This means greater investments are needed to establish systems for measurement, reporting and verification (MRV). There is currently no standardized method to include improved animal health in most countries’ GHG national inventories or nationally determined contributions (NDCs). As a result, the importance of animal health is often not clearly reflected in countries’ commitments to fight climate change.

“This report marks a breakthrough in highlighting the importance of animal health and guiding countries towards a much more granular approach in evaluating its role and how it needs to be incorporated into national commitments to help mitigate the climate crisis,” said FAO Deputy Director-General Maria Helena Semedo.

“The livestock sector provides vital nutrition and livelihoods for more than a billion people worldwide,” said Donald Moore, Executive Director of Global Dairy Platform. “This brief demonstrates how governments and industry can work together on climate solutions and is part of the global dairy sector’s Pathways to Dairy Net Zero initiative,” he said.

“While this report clearly demonstrates the opportunity for improved animal health to contribute to climate mitigation, it also highlights the need to address critical data gaps and build capacity in low- and middle-income countries, in particular.

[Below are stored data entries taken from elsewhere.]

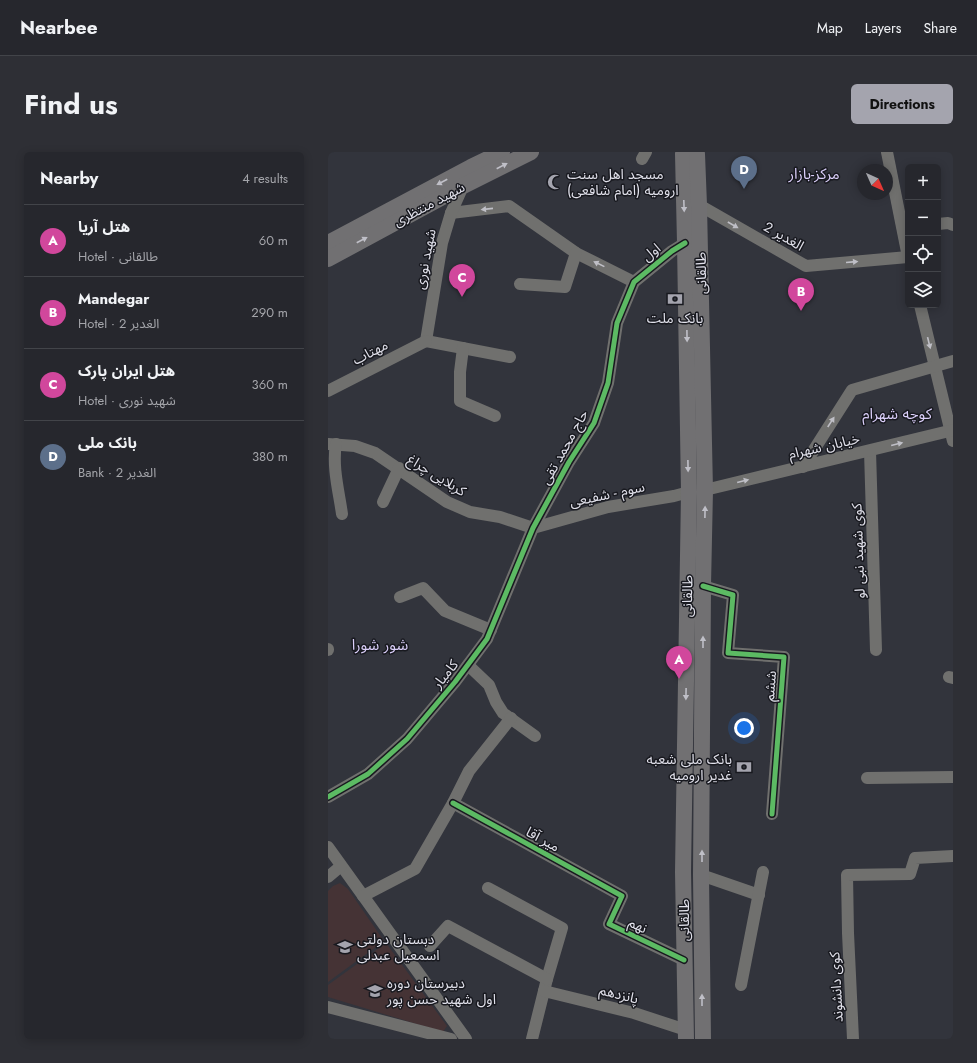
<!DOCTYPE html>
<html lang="en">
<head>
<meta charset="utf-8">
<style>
	:root { --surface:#26272d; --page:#2e2f35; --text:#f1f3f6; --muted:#a4a5aa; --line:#424449; --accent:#a4a4ae }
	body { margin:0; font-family:Jost,"Noto Sans Arabic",sans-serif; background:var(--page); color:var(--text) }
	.controls { position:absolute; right:12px; top:12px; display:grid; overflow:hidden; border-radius:6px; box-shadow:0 2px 10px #0003 }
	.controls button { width:36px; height:36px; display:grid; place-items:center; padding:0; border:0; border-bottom:1px solid var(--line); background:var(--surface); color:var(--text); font:20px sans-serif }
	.compass { position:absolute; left:529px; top:12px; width:36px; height:36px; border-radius:50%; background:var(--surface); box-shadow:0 2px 10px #0003; rotate:135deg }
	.you { position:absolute; left:416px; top:576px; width:14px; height:14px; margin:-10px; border:3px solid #fff; border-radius:50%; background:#1a73e8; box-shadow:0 0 0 6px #1a73e833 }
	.badge { display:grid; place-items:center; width:26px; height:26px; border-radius:50%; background:var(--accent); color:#fff; font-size:13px; font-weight:700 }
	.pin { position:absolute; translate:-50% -33px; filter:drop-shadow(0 1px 2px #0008) }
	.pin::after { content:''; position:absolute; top:21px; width:14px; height:12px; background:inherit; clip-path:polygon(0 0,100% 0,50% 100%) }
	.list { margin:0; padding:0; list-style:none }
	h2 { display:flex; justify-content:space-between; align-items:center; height:52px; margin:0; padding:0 16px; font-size:17px }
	h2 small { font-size:13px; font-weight:400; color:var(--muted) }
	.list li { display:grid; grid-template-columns:26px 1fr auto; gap:12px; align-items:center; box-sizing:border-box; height:72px; padding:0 16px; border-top:1px solid var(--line) }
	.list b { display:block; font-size:15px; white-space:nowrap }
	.list p { margin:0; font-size:13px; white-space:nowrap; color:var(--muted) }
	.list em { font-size:13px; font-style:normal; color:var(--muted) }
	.icon { flex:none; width:22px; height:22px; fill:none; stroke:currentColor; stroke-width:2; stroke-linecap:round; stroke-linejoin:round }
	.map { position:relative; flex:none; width:625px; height:887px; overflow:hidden; border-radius:6px }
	header { display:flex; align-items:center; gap:24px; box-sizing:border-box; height:56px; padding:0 20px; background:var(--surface); border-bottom:1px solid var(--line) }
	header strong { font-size:19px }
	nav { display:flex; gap:22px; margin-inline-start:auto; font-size:14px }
	.intro { display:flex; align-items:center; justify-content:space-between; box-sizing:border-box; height:96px; padding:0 24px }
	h1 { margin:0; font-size:28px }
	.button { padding:10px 18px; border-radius:6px; background:var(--accent); color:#111; font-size:14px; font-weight:700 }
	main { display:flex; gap:24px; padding:0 24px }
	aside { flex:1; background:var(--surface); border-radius:6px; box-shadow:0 2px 10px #0003 }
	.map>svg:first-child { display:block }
</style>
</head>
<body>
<header>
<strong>Nearbee</strong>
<nav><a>Map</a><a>Layers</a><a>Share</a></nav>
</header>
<div class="intro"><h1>Find us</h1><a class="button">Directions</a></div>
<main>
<aside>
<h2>Nearby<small>4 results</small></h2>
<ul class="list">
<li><span class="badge" style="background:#d1479c">A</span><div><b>هتل آریا</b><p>Hotel · طالقانی</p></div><em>60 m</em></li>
<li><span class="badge" style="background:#d1479c">B</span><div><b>Mandegar</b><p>Hotel · 2 الغدیر</p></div><em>290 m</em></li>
<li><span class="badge" style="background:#d1479c">C</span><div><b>هتل ایران پارک</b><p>Hotel · شهید نوری</p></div><em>360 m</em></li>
<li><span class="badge" style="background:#5c6f8a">D</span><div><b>بانک ملی</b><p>Bank · 2 الغدیر</p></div><em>380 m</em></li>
</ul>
</aside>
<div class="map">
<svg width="625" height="887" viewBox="0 0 625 887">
	<rect width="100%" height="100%" fill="#32343c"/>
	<g fill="#453335">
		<polygon points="12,731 20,737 56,789 0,830 0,739 5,734"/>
		<polygon points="58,791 119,874 115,880 0,845 0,833"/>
	</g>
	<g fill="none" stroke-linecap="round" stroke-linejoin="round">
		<g stroke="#70706e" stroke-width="12">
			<polyline points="559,0 580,105"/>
			<polyline points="314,7 318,0"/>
			<polyline points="371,53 478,114 580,105"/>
			<polyline points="123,61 181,54 248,101 306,130"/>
			<polyline points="610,72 620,71 625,73"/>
			<polyline points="192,132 237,135 248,101"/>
			<polyline points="592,153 625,289"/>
			<polyline points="98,189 114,91 123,61 135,34"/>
			<polyline points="98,189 182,205"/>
			<polyline points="135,196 132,220 132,249 167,264"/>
			<polyline points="0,239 98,189"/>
			<polyline points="0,292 27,294 47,301 119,350 142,360 172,365 205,376"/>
			<path d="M8,292C4,315 11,340 14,362"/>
			<polyline points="542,299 548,498"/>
			<polyline points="475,315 524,238 625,209"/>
			<polyline points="377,338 625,278"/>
			<polyline points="55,350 71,316"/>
			<polyline points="205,376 280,355 346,344 361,340"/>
			<polyline points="375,434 405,443 400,501 456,505 444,662"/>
			<polyline points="72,445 95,436 117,459 163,478"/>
			<polyline points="0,497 0,498"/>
			<polyline points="140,513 161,533 168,550 175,561 207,584"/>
			<polyline points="621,525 625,526"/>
			<polyline points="539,626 625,625"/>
			<polyline points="0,645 40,622 79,587 127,530 159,487 205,376 241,310 266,271 280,231 289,171 306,130 344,99 357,91"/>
			<polyline points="125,651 294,744 281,772 356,808"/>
			<polyline points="0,695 138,887"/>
			<polyline points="373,723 431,743"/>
			<polyline points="0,725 13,714"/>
			<polyline points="160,736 234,776 219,827 204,887"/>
			<polyline points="35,744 87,717 125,651 141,619 183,566"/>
			<polyline points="102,794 120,774 219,827"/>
			<polyline points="413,833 435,720"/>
			<polyline points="216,839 306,861 358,878"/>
			<polyline points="0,855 123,887"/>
			<polyline points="525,887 520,781 519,723 582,722 587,706 625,704"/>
		</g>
		<g stroke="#717072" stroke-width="16">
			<polyline points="355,2 357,91 361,340 355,720 358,887"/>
			<polyline points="369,2 371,53 377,338 375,434 373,723 375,887"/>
			<polyline points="0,91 143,15 174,0"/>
			<polyline points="0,107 135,34 203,0"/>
		</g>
		<g stroke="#18191f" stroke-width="8">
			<g id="cycleway">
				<polyline points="375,434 405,443 400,501 456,505 444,662"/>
				<polyline points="0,645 40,622 79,587 127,530 159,487 205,376 241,310 266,271 280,231 289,171 306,130 344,99 357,91"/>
				<polyline points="125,651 294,744 281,772 356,808"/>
			</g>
		</g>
		<use href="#cycleway" stroke="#5cba63" stroke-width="5"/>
	</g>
	<defs><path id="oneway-solid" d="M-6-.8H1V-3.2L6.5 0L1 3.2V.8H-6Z"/></defs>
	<g fill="#bfbfc7">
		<use href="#oneway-solid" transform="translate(174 14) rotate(-27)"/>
		<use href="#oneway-solid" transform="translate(114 30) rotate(152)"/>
		<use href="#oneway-solid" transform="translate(356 54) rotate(88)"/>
		<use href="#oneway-solid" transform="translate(34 88) rotate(-28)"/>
		<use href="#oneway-solid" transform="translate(359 184) rotate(89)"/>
		<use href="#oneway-solid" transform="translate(360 314) rotate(89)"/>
		<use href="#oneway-solid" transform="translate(377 360) rotate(-89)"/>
		<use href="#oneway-solid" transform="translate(375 490) rotate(-90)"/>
		<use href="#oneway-solid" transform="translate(358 542) rotate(91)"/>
		<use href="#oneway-solid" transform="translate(374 704) rotate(-90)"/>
		<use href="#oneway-solid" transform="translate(374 848) rotate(-90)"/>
	</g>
	<g fill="#bfbfc6">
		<use href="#oneway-solid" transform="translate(159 57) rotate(174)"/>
		<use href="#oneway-solid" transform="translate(405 73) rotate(30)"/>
		<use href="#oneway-solid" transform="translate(524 110) rotate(-5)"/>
		<use href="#oneway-solid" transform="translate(271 112) rotate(-154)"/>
		<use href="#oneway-solid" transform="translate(601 191) rotate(76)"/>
		<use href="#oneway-solid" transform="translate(503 270) rotate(-57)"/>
		<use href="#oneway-solid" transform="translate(569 292) rotate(-14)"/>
		<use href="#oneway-solid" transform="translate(415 329) rotate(-14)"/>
	</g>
	<defs>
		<g id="mosque-bare" transform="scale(1.2)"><path d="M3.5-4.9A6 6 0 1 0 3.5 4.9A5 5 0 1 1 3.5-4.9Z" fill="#a4a4ae" stroke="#18191f" stroke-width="2.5" paint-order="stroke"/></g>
		<g id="bank-bare" transform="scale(1.2)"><path d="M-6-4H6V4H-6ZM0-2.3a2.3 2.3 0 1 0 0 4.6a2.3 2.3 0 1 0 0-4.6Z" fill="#a4a4ae" stroke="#18191f" stroke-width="2.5" paint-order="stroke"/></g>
		<g id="school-bare" transform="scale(1.2)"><path d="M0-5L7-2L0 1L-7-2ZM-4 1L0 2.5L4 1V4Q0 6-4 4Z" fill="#a4a4ae" stroke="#18191f" stroke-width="2.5" paint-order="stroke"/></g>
	</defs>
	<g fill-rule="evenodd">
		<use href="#mosque-bare" x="227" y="30"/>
		<use href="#bank-bare" x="347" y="147"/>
		<use href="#bank-bare" x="416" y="615"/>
		<use href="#school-bare" x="17" y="795"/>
		<use href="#school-bare" x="47" y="839"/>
	</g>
	<g text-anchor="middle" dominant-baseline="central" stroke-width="3" stroke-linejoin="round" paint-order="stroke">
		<g font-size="14" fill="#e1e1eb" stroke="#18191f" text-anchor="start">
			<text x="239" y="22">مسجد اهل سنت<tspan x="239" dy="16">ارومیه (امام شافعی)</tspan></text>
			<text x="347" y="166" text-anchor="middle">بانک ملت</text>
			<text x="404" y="607" text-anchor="end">بانک ملی شعبه<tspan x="404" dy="16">غدیر ارومیه</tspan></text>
			<text x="29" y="787">دبستان دولتی<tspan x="29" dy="16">اسمعیل عبدلی</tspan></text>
			<text x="59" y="831">دبیرستان دوره<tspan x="59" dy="16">اول شهید حسن پور</tspan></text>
		</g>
		<g font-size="14" fill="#e1e1eb" stroke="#18191f">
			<text transform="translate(101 52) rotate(-28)">شهید منتظری</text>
			<text transform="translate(456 84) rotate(30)">2 الغدیر</text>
			<text transform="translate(323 100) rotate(-39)">اول</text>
			<text transform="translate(97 107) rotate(-79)">شهید نوری</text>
			<text transform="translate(373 121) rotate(-91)">طالقانی</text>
			<text transform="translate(42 200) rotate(-27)">مهتاب</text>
			<text transform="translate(496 294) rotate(-13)">خیابان شهرام</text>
			<text transform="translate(236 295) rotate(-61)">حاج محمد تقی</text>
			<text transform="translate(109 323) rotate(32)">کربلایی چراغ</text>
			<text transform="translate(279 342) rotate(-12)">سوم - شفیعی</text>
			<text transform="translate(530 399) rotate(-92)">کوی شهید نبی لو</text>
			<text transform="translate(359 444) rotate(-89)">طالقانی</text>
			<text transform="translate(117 522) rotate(-51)">کامیار</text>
			<text transform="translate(442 534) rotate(-85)">ششم</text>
			<text transform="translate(215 687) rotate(29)">میر آقا</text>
			<text transform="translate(356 768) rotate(-90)">طالقانی</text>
			<text transform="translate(310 773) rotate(26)">نهم</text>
			<text transform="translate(508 835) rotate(-93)">کوی دانشوند</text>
			<text transform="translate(291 842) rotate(14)">پانزدهم</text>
		</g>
		<g font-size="15" fill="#dcd0fb" stroke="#18191f">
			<text x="486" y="22">مرکز-بازار</text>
			<text x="569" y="262">کوچه شهرام</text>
			<text x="52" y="493">شور شورا</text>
		</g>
	</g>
</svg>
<div class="controls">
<button>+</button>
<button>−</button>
<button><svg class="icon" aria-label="locate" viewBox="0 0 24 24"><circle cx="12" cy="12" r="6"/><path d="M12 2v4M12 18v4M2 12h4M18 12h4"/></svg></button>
<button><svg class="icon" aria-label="layers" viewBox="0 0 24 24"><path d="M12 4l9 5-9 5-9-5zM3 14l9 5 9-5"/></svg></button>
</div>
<svg class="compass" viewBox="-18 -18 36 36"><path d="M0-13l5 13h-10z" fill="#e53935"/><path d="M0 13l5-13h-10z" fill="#a4a5aa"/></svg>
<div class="you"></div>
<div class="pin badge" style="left:351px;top:527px;background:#d1479c">A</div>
<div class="pin badge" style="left:473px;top:159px;background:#d1479c">B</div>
<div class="pin badge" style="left:134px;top:145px;background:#d1479c">C</div>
<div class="pin badge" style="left:416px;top:37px;background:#5c6f8a">D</div>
</div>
</main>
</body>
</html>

Governments and the sector should support long term investments in research and create the enabling environment for animal health policies and programmes to realise their full potential,” said GRA Special Representative, Hayden Montgomery.

At the same time, animal health interventions cannot be considered in isolation at animal level as affecting only direct emissions. For example, supply-chain emissions may diminish due to reduced needs for replacement animals or changes in the feed ration. Therefore, it is important to adopt a systems perspective and understand the drivers of supply-chain emissions.